Even if the equations he studies don’t explain the world directly, he still believes they can help us achieve a better understanding of theoretical physics. For example, we can take advantage of so-called “toy models”, which have a particularly large number of symmetries, to simplify extremely complex equations in quantum field theory. “This gives us a better understanding of how the theory works, even if these models are too simplistic for the real world,” Lacroix says. Yet his primary interest lies in the purely mathematical questions that integrable models pose, and he admits that the equations they involve sometimes even appear in his dreams: “It’s hard to shake off what I’ve been thinking about the entire day. But I’ve never managed to solve a mathematical problem in my dreams – at least not so far!”

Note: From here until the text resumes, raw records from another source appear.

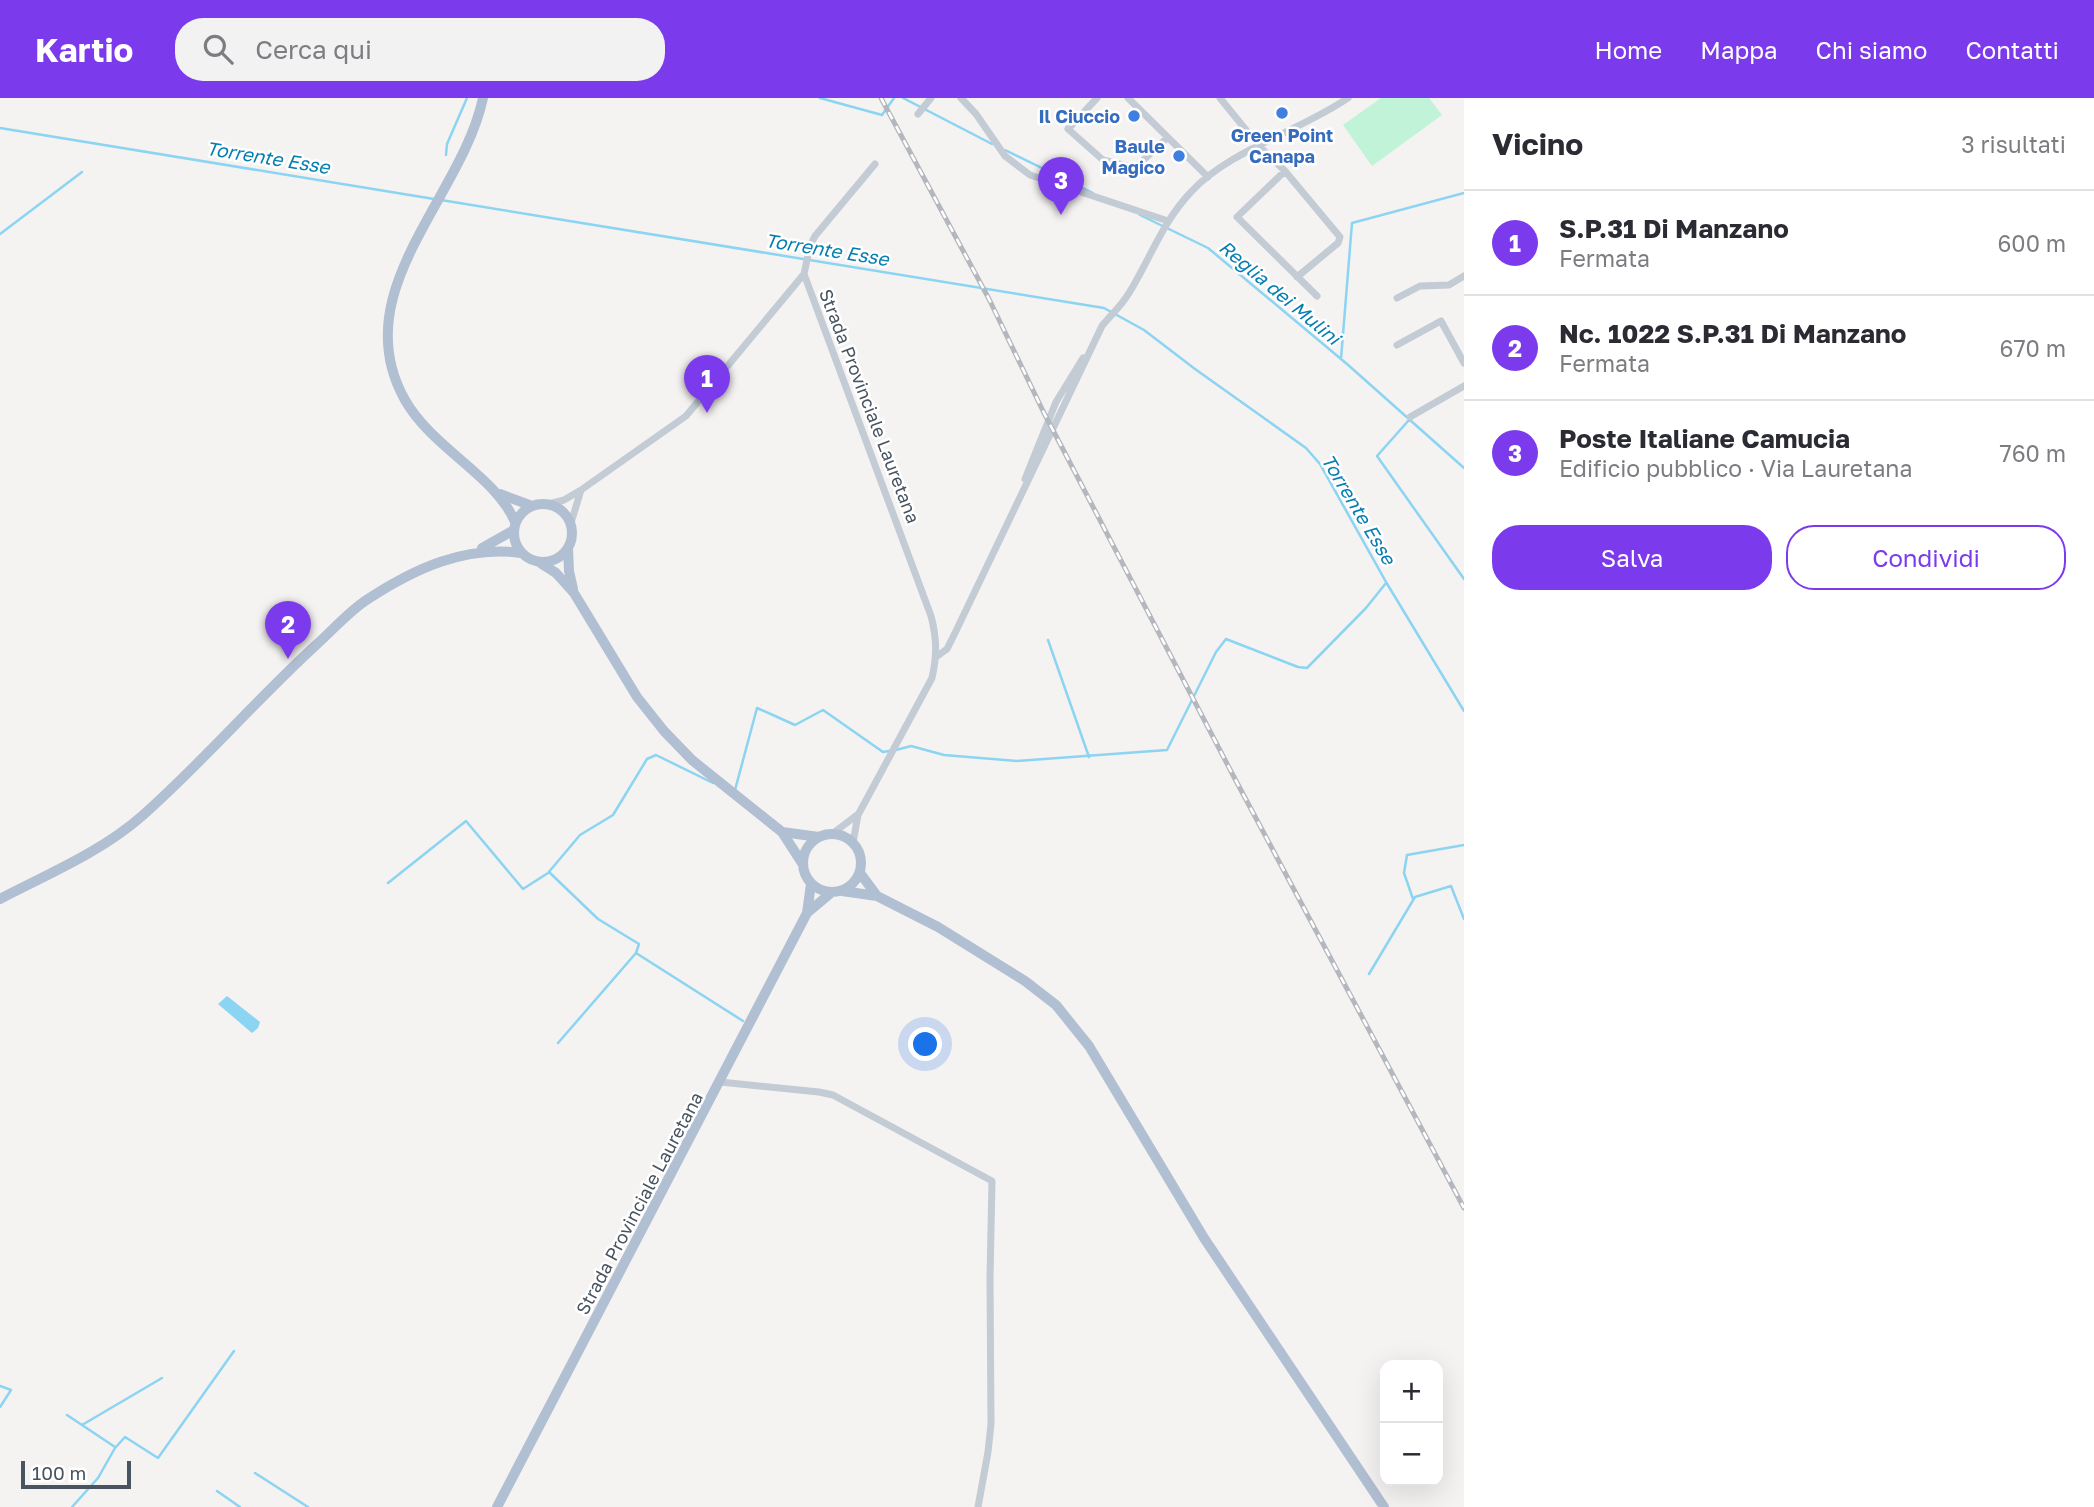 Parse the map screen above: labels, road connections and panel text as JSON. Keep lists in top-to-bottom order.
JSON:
{
  "streets": {
    "main road": ["Strada Provinciale Lauretana"]
  },
  "water": ["Torrente Esse", "Reglia dei Mulini"],
  "places": ["Green Point Canapa", "Il Ciuccio", "Baule Magico"],
  "scale_bar": "100 m",
  "page": {
    "header": "Kartio",
    "search": "Cerca qui",
    "nav": [
      "Home",
      "Mappa",
      "Chi siamo",
      "Contatti"
    ],
    "heading": ["Vicino", "3 risultati"],
    "pins": ["3", "1", "2"],
    "list": [
      {
        "mark": "1",
        "name": "S.P.31 Di Manzano",
        "note": "Fermata",
        "value": "600 m"
      },
      {
        "mark": "2",
        "name": "Nc. 1022 S.P.31 Di Manzano",
        "note": "Fermata",
        "value": "670 m"
      },
      {
        "mark": "3",
        "name": "Poste Italiane Camucia",
        "note": "Edificio pubblico · Via Lauretana",
        "value": "760 m"
      }
    ],
    "buttons": ["Salva", "Condividi"],
    "map_buttons": ["+", "−"],
    "scale": "100 m"
  }
} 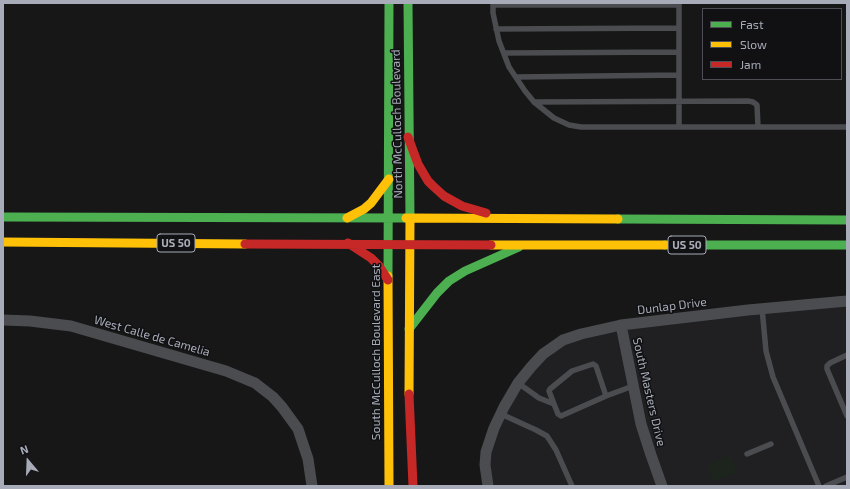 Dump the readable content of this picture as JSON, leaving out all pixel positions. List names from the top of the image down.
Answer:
{
  "streets": {
    "main road": ["North McCulloch Boulevard", "US 50", "South McCulloch Boulevard East"],
    "street": ["Dunlap Drive", "West Calle de Camelia", "South Masters Drive"]
  },
  "crossings": [
    ["North McCulloch Boulevard", "US 50"],
    ["North McCulloch Boulevard", "South McCulloch Boulevard East"],
    ["US 50", "South McCulloch Boulevard East"],
    ["Dunlap Drive", "South Masters Drive"]
  ],
  "legend": ["Fast", "Slow", "Jam"],
  "north": "top"
}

Advanced Fellows programme
In 2021, the ETH Institute for Theoretical Studies (ETH-ITS) launched a new programme to attract young, highly talented researchers. “Our goal is to bring outstanding people – future leaders in their fields – to the ITS after they have had some postdoctoral experience,” says Rahul Pandharipande, ITS Director and Professor of Mathematics at ETH Zurich. One of the first four Advanced Fellows is Sylvain Lacroix, who will now spend five years working at ETH.
The ITS explores fundamental concepts of mathematics, theoretical computer science and theoretical natural sciences. Founded in 2013, it operates directly under the Vice President for Research and is financed by donors. As well as welcoming talented Junior Fellows who have recently completed their doctoral thesis, the ITS also regularly hosts leading international professors who are on sabbatical from their home institutions. Advanced Fellows help to build bridges between the young postdocs and the distinguished researchers. “Having interactions between scholars at all these different levels leads to a healthier academic environment,” Pandharipande says.